■ What the exercise asks
Could you write out the lines below exactly, beginning with the first and finishing with the one that contains "position:absolute; left:1679px; top:12px;"?

[Source data]
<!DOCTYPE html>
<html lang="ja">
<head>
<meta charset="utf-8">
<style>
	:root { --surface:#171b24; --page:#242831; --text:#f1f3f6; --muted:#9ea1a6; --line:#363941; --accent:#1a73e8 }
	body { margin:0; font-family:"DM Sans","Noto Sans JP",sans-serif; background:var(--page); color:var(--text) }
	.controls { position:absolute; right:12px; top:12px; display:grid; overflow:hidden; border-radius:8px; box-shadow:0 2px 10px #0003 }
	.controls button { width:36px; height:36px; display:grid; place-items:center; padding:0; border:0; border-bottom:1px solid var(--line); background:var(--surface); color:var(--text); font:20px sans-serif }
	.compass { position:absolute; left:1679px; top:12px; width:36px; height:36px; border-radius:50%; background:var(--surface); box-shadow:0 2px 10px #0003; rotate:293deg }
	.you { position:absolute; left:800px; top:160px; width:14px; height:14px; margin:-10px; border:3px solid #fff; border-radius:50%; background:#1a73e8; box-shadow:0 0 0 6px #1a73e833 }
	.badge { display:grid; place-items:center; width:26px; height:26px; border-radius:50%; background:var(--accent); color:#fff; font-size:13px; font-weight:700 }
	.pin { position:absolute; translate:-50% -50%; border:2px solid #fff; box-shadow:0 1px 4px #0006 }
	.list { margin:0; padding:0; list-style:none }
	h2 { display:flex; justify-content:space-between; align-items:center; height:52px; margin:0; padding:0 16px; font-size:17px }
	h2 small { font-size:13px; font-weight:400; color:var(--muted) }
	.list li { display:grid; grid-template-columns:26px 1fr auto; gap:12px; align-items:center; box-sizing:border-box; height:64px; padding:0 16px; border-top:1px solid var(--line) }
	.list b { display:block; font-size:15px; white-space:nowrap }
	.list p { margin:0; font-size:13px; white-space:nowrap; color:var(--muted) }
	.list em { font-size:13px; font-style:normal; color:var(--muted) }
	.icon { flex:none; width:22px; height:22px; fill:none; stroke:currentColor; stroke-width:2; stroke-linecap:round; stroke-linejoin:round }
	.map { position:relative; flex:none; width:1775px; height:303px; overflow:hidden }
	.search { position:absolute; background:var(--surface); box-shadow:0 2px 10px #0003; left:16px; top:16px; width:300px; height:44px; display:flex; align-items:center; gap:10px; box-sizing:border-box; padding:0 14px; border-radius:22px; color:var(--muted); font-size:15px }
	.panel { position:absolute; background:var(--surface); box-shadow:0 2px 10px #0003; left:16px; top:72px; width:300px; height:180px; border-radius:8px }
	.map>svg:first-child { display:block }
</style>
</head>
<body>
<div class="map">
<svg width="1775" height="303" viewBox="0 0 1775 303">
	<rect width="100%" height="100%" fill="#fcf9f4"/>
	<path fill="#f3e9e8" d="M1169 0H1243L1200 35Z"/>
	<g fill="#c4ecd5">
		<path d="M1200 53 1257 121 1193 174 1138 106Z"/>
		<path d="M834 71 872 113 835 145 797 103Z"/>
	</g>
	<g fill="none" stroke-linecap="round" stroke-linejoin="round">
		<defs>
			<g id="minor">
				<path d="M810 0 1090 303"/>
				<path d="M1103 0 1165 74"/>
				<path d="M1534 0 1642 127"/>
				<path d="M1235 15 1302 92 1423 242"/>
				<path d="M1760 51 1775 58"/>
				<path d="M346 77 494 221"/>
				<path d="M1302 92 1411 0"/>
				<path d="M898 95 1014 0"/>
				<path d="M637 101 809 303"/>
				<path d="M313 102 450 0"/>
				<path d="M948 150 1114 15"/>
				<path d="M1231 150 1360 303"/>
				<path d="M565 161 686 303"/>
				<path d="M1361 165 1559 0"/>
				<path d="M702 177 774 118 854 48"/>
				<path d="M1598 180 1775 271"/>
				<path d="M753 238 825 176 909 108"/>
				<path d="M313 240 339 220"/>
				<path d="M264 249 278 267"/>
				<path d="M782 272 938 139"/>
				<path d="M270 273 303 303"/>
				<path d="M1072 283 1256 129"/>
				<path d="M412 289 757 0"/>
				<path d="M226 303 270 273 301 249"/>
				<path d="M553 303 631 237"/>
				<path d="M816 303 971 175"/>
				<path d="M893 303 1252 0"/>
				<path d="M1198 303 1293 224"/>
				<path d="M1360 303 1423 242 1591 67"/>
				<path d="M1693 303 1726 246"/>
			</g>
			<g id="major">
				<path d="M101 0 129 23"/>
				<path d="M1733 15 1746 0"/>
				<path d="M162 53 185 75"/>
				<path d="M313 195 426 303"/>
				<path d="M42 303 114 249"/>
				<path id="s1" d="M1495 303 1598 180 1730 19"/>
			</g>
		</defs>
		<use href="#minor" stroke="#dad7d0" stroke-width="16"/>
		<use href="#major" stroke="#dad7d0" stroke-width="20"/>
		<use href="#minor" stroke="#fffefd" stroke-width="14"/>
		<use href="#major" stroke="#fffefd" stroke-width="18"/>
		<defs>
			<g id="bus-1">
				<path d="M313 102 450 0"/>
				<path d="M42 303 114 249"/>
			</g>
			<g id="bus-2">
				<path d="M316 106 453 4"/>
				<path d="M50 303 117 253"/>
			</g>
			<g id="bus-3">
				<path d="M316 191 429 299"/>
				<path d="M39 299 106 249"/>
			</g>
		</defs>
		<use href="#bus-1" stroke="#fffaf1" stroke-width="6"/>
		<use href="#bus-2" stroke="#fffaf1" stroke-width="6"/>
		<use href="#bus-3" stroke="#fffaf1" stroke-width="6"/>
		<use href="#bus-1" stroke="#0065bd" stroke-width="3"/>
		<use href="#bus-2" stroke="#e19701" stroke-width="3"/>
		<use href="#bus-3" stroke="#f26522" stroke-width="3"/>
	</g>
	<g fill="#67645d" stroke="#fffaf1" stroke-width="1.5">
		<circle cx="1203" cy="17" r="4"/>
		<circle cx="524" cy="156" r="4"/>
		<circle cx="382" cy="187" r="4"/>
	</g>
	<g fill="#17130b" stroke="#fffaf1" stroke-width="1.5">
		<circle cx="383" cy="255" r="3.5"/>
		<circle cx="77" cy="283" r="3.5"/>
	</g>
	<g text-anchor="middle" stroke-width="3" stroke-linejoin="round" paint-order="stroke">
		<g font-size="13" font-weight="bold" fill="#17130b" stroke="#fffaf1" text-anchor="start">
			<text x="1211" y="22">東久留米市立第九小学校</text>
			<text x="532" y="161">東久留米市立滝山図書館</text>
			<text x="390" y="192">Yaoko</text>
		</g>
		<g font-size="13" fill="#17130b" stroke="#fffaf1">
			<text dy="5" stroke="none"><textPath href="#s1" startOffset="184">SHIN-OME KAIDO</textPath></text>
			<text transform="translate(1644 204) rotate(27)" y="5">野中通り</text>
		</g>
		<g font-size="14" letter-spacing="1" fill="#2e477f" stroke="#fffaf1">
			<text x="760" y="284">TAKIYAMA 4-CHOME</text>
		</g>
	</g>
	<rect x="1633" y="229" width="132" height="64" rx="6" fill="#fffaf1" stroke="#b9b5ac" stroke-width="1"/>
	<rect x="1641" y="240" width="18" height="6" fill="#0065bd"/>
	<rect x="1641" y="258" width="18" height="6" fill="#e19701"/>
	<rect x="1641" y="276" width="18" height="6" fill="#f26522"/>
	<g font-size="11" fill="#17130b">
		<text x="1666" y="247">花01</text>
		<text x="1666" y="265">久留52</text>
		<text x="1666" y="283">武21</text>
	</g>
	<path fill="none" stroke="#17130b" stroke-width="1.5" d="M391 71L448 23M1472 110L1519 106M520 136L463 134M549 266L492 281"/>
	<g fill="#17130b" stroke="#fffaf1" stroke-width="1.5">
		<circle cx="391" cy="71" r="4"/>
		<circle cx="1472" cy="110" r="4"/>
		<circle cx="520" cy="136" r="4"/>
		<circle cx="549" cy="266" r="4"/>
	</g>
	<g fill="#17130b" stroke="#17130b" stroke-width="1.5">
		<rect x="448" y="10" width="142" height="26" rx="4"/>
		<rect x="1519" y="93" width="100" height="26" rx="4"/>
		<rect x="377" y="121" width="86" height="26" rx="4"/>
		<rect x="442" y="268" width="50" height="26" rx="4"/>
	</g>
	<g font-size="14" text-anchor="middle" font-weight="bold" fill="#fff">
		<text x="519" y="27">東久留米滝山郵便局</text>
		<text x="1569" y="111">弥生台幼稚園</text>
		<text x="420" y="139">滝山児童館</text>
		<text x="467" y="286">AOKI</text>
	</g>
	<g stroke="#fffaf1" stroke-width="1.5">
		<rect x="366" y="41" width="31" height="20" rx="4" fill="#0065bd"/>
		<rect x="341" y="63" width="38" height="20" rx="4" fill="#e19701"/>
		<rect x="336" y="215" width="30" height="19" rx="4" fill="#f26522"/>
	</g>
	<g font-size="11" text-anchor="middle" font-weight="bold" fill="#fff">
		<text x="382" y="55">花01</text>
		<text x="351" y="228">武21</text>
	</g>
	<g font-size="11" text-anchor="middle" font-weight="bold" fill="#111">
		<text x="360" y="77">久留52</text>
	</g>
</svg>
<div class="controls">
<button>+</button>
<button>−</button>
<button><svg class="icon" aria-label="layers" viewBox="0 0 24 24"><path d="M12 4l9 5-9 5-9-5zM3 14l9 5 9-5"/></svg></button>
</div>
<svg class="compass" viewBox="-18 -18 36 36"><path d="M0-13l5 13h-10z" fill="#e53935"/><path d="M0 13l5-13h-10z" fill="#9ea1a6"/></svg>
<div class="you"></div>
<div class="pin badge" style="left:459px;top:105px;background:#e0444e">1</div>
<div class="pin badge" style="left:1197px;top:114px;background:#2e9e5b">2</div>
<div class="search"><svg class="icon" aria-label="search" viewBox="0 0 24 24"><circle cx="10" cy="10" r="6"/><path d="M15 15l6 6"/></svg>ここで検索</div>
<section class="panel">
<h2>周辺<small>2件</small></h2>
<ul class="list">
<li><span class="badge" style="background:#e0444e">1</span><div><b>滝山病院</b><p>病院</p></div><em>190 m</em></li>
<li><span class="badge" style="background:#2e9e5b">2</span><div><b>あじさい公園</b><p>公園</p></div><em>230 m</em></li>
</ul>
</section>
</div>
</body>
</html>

■ Task answer
<!DOCTYPE html>
<html lang="ja">
<head>
<meta charset="utf-8">
<style>
	:root { --surface:#171b24; --page:#242831; --text:#f1f3f6; --muted:#9ea1a6; --line:#363941; --accent:#1a73e8 }
	body { margin:0; font-family:"DM Sans","Noto Sans JP",sans-serif; background:var(--page); color:var(--text) }
	.controls { position:absolute; right:12px; top:12px; display:grid; overflow:hidden; border-radius:8px; box-shadow:0 2px 10px #0003 }
	.controls button { width:36px; height:36px; display:grid; place-items:center; padding:0; border:0; border-bottom:1px solid var(--line); background:var(--surface); color:var(--text); font:20px sans-serif }
	.compass { position:absolute; left:1679px; top:12px; width:36px; height:36px; border-radius:50%; background:var(--surface); box-shadow:0 2px 10px #0003; rotate:293deg }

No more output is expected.